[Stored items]
****************

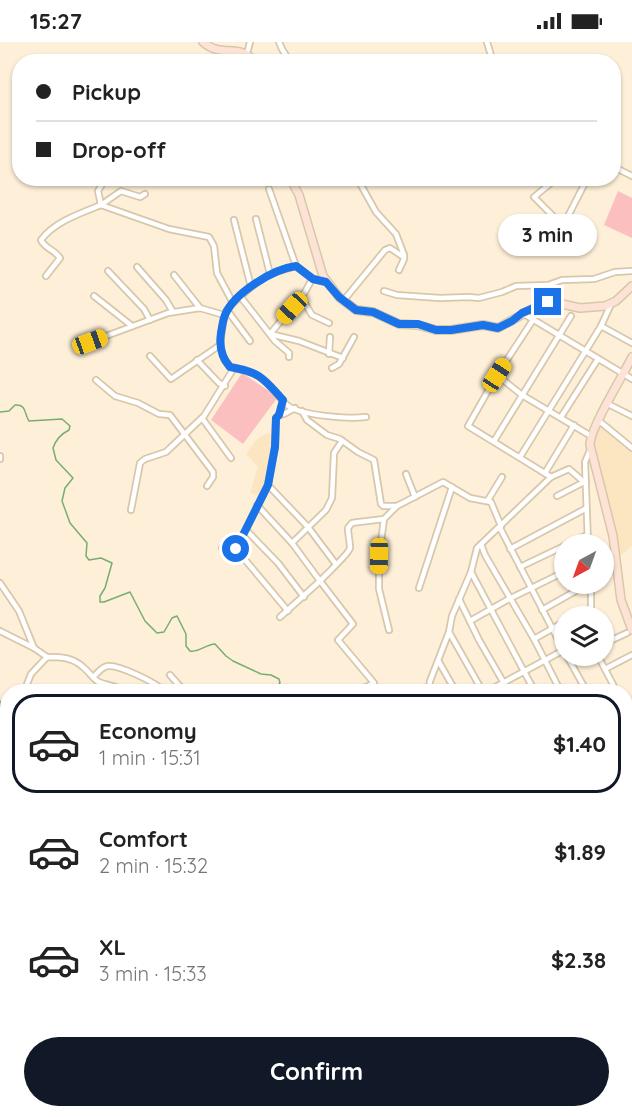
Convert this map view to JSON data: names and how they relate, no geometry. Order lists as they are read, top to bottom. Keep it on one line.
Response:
{"north":"bottom left","page":{"status":"15:27","banner":["Pickup","Drop-off"],"bubble":"3 min","list":[{"name":"Economy","note":"1 min · 15:31","value":"$1.40"},{"name":"Comfort","note":"2 min · 15:32","value":"$1.89"},{"name":"XL","note":"3 min · 15:33","value":"$2.38"}],"buttons":"Confirm"}}
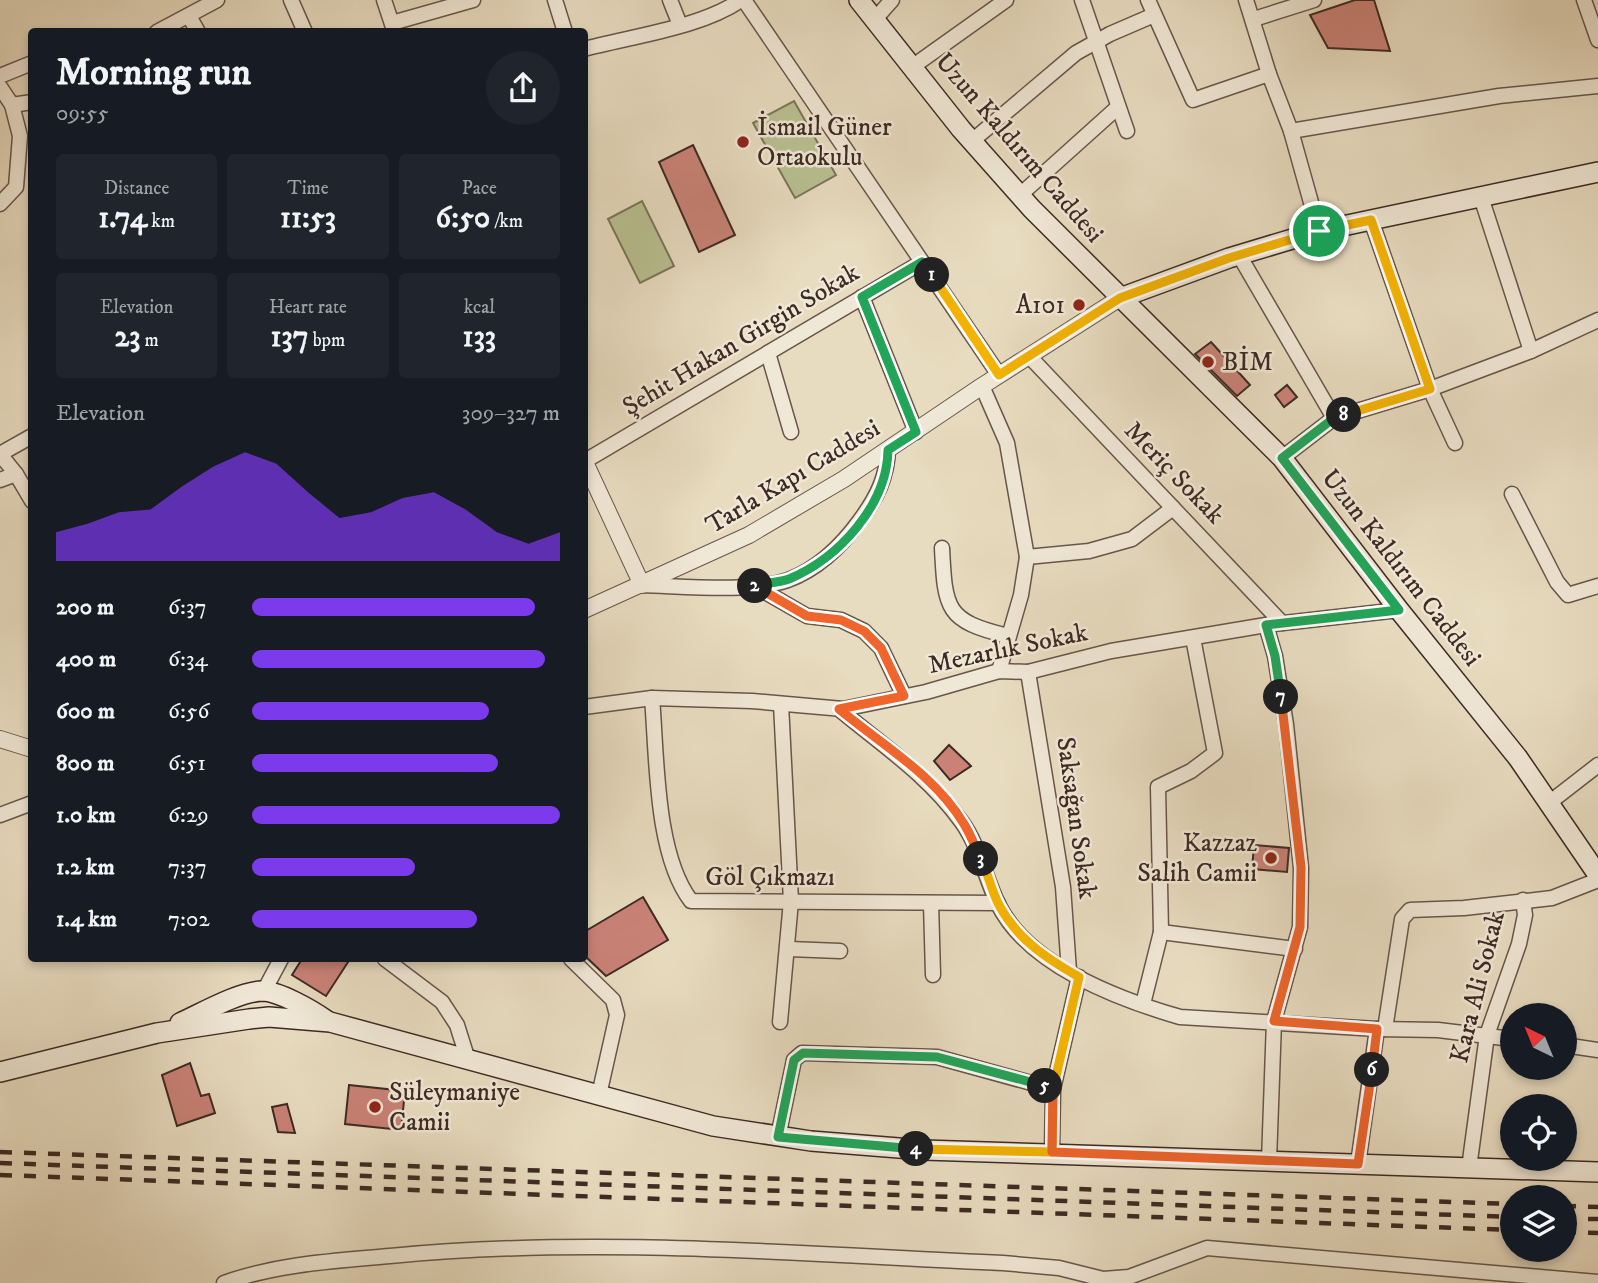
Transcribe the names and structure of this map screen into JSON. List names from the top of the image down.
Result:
{
  "streets": {
    "main road": ["Uzun Kaldırım Caddesi"],
    "street": [
      "Şehit Hakan Girgin Sokak",
      "Meriç Sokak",
      "Tarla Kapı Caddesi",
      "Mezarlık Sokak",
      "Saksağan Sokak",
      "Göl Çıkmazı",
      "Kara Ali Sokak"
    ]
  },
  "crossings": [
    ["Uzun Kaldırım Caddesi", "Tarla Kapı Caddesi"],
    ["Uzun Kaldırım Caddesi", "Mezarlık Sokak"],
    ["Meriç Sokak", "Tarla Kapı Caddesi"],
    ["Meriç Sokak", "Mezarlık Sokak"],
    ["Mezarlık Sokak", "Saksağan Sokak"],
    ["Mezarlık Sokak", "Göl Çıkmazı"]
  ],
  "places": [
    "İsmail Güner Ortaokulu",
    "A101",
    "BİM",
    "Kazzaz Salih Camii",
    "Süleymaniye Camii"
  ],
  "north": "top left",
  "page": {
    "heading": ["Morning run", "09:55"],
    "stats": [
      ["Distance", "1.74 km"],
      ["Time", "11:53"],
      ["Pace", "6:50 /km"],
      ["Elevation", "23 m"],
      ["Heart rate", "137 bpm"],
      ["kcal", "133"]
    ],
    "pins": [
      "1",
      "8",
      "2",
      "7",
      "3",
      "6",
      "5",
      "4"
    ],
    "chart": ["Elevation", "309–327 m"],
    "list": [
      {
        "name": "200 m",
        "note": "6:37"
      },
      {
        "name": "400 m",
        "note": "6:34"
      },
      {
        "name": "600 m",
        "note": "6:56"
      },
      {
        "name": "800 m",
        "note": "6:51"
      },
      {
        "name": "1.0 km",
        "note": "6:29"
      },
      {
        "name": "1.2 km",
        "note": "7:37"
      },
      {
        "name": "1.4 km",
        "note": "7:02"
      }
    ]
  }
}
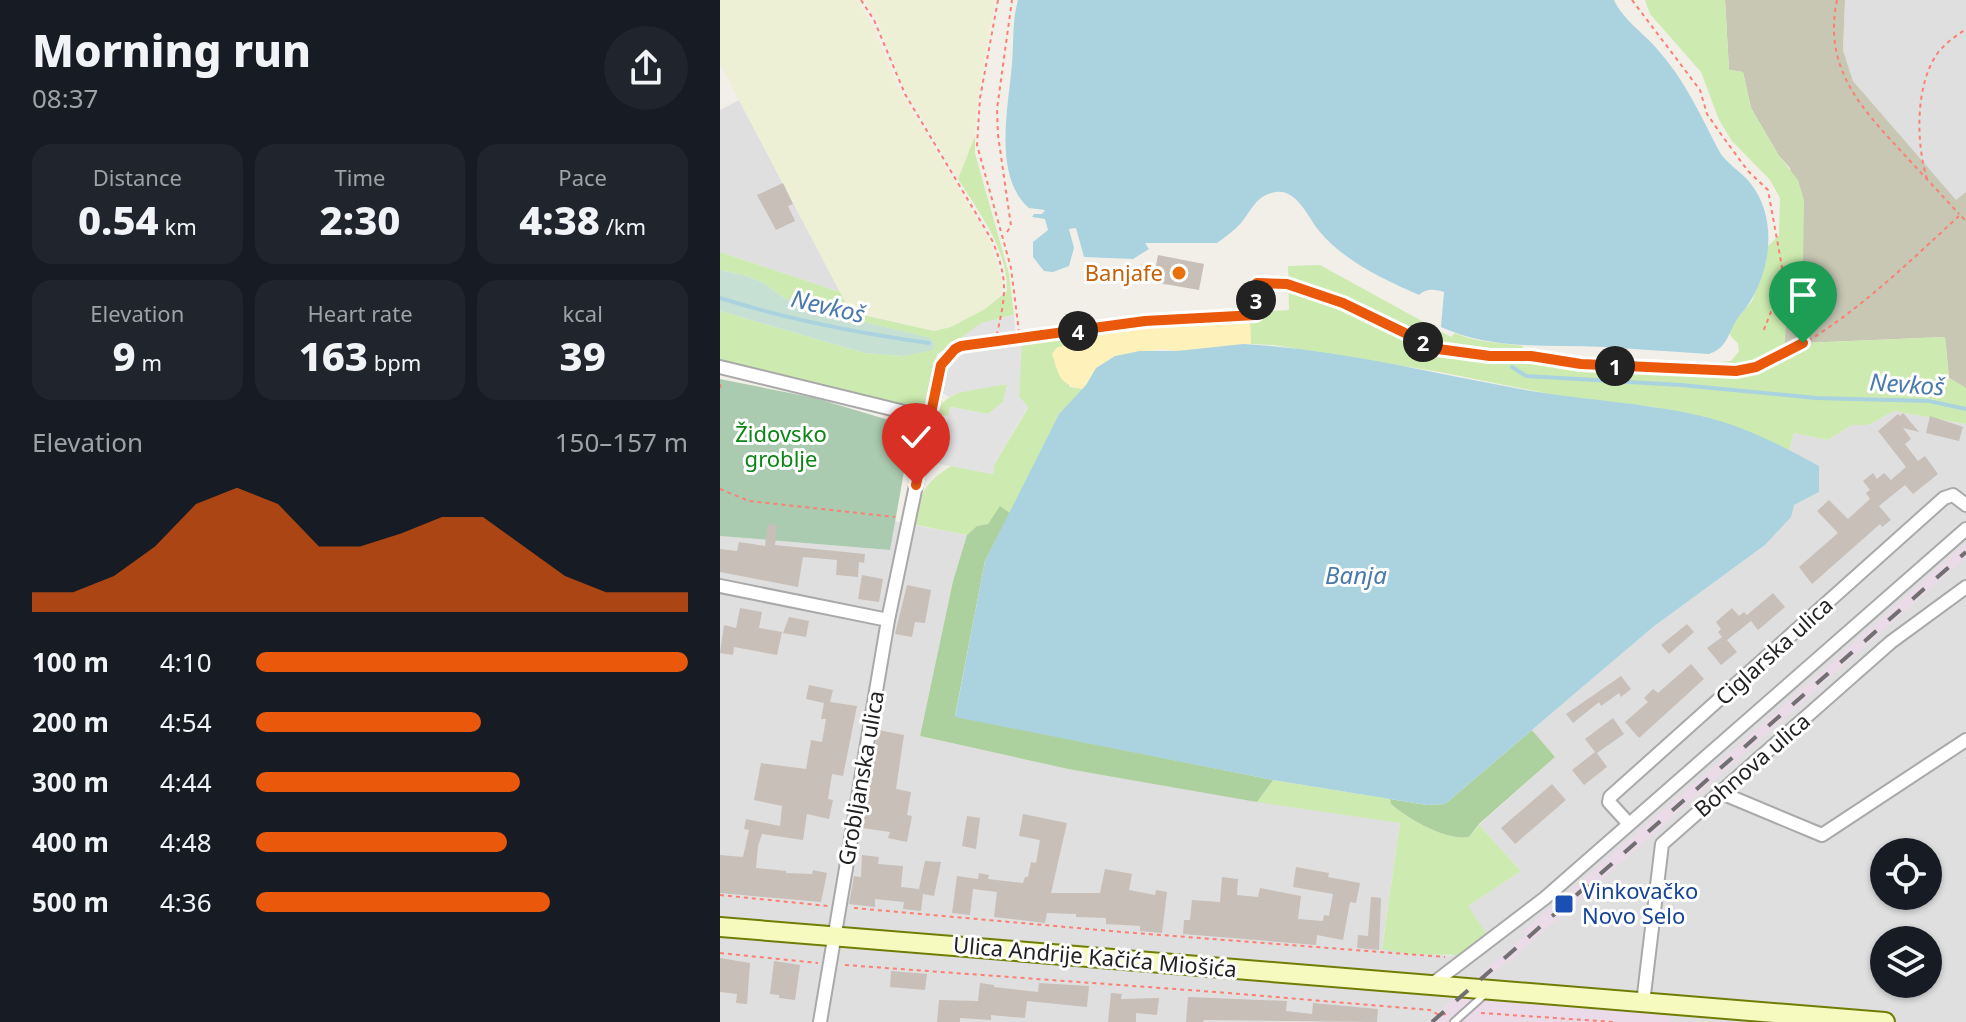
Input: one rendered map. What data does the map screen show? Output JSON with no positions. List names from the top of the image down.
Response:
{
  "streets": {
    "main road": ["Ulica Andrije Kačića Miošića"],
    "street": ["Ciglarska ulica", "Bohnova ulica", "Grobljanska ulica"]
  },
  "crossings": [
    ["Ciglarska ulica", "Ulica Andrije Kačića Miošića"],
    ["Bohnova ulica", "Ulica Andrije Kačića Miošića"],
    ["Grobljanska ulica", "Ulica Andrije Kačića Miošića"]
  ],
  "water": ["Nevkoš", "Banja"],
  "parks": ["Židovsko groblje"],
  "places": {
    "other": ["Banjafe"],
    "transit": ["Vinkovačko Novo Selo"]
  },
  "page": {
    "heading": ["Morning run", "08:37"],
    "stats": [
      ["Distance", "0.54 km"],
      ["Time", "2:30"],
      ["Pace", "4:38 /km"],
      ["Elevation", "9 m"],
      ["Heart rate", "163 bpm"],
      ["kcal", "39"]
    ],
    "pins": [
      "3",
      "4",
      "2",
      "1"
    ],
    "chart": ["Elevation", "150–157 m"],
    "list": [
      {
        "name": "100 m",
        "note": "4:10"
      },
      {
        "name": "200 m",
        "note": "4:54"
      },
      {
        "name": "300 m",
        "note": "4:44"
      },
      {
        "name": "400 m",
        "note": "4:48"
      },
      {
        "name": "500 m",
        "note": "4:36"
      }
    ]
  }
}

****************

What you will do
Repeat the records verbatim, excluding pictures.

Your response
Convert this map view to JSON data: names and how they relate, no geometry. Order lists as they are read, top to bottom. Keep it on one line.
Response:
{"north":"bottom left","page":{"status":"15:27","banner":["Pickup","Drop-off"],"bubble":"3 min","list":[{"name":"Economy","note":"1 min · 15:31","value":"$1.40"},{"name":"Comfort","note":"2 min · 15:32","value":"$1.89"},{"name":"XL","note":"3 min · 15:33","value":"$2.38"}],"buttons":"Confirm"}}
Transcribe the names and structure of this map screen into JSON. List names from the top of the image down.
Result:
{
  "streets": {
    "main road": ["Uzun Kaldırım Caddesi"],
    "street": [
      "Şehit Hakan Girgin Sokak",
      "Meriç Sokak",
      "Tarla Kapı Caddesi",
      "Mezarlık Sokak",
      "Saksağan Sokak",
      "Göl Çıkmazı",
      "Kara Ali Sokak"
    ]
  },
  "crossings": [
    ["Uzun Kaldırım Caddesi", "Tarla Kapı Caddesi"],
    ["Uzun Kaldırım Caddesi", "Mezarlık Sokak"],
    ["Meriç Sokak", "Tarla Kapı Caddesi"],
    ["Meriç Sokak", "Mezarlık Sokak"],
    ["Mezarlık Sokak", "Saksağan Sokak"],
    ["Mezarlık Sokak", "Göl Çıkmazı"]
  ],
  "places": [
    "İsmail Güner Ortaokulu",
    "A101",
    "BİM",
    "Kazzaz Salih Camii",
    "Süleymaniye Camii"
  ],
  "north": "top left",
  "page": {
    "heading": ["Morning run", "09:55"],
    "stats": [
      ["Distance", "1.74 km"],
      ["Time", "11:53"],
      ["Pace", "6:50 /km"],
      ["Elevation", "23 m"],
      ["Heart rate", "137 bpm"],
      ["kcal", "133"]
    ],
    "pins": [
      "1",
      "8",
      "2",
      "7",
      "3",
      "6",
      "5",
      "4"
    ],
    "chart": ["Elevation", "309–327 m"],
    "list": [
      {
        "name": "200 m",
        "note": "6:37"
      },
      {
        "name": "400 m",
        "note": "6:34"
      },
      {
        "name": "600 m",
        "note": "6:56"
      },
      {
        "name": "800 m",
        "note": "6:51"
      },
      {
        "name": "1.0 km",
        "note": "6:29"
      },
      {
        "name": "1.2 km",
        "note": "7:37"
      },
      {
        "name": "1.4 km",
        "note": "7:02"
      }
    ]
  }
}
Input: one rendered map. What data does the map screen show? Output JSON with no positions. List names from the top of the image down.
Response:
{
  "streets": {
    "main road": ["Ulica Andrije Kačića Miošića"],
    "street": ["Ciglarska ulica", "Bohnova ulica", "Grobljanska ulica"]
  },
  "crossings": [
    ["Ciglarska ulica", "Ulica Andrije Kačića Miošića"],
    ["Bohnova ulica", "Ulica Andrije Kačića Miošića"],
    ["Grobljanska ulica", "Ulica Andrije Kačića Miošića"]
  ],
  "water": ["Nevkoš", "Banja"],
  "parks": ["Židovsko groblje"],
  "places": {
    "other": ["Banjafe"],
    "transit": ["Vinkovačko Novo Selo"]
  },
  "page": {
    "heading": ["Morning run", "08:37"],
    "stats": [
      ["Distance", "0.54 km"],
      ["Time", "2:30"],
      ["Pace", "4:38 /km"],
      ["Elevation", "9 m"],
      ["Heart rate", "163 bpm"],
      ["kcal", "39"]
    ],
    "pins": [
      "3",
      "4",
      "2",
      "1"
    ],
    "chart": ["Elevation", "150–157 m"],
    "list": [
      {
        "name": "100 m",
        "note": "4:10"
      },
      {
        "name": "200 m",
        "note": "4:54"
      },
      {
        "name": "300 m",
        "note": "4:44"
      },
      {
        "name": "400 m",
        "note": "4:48"
      },
      {
        "name": "500 m",
        "note": "4:36"
      }
    ]
  }
}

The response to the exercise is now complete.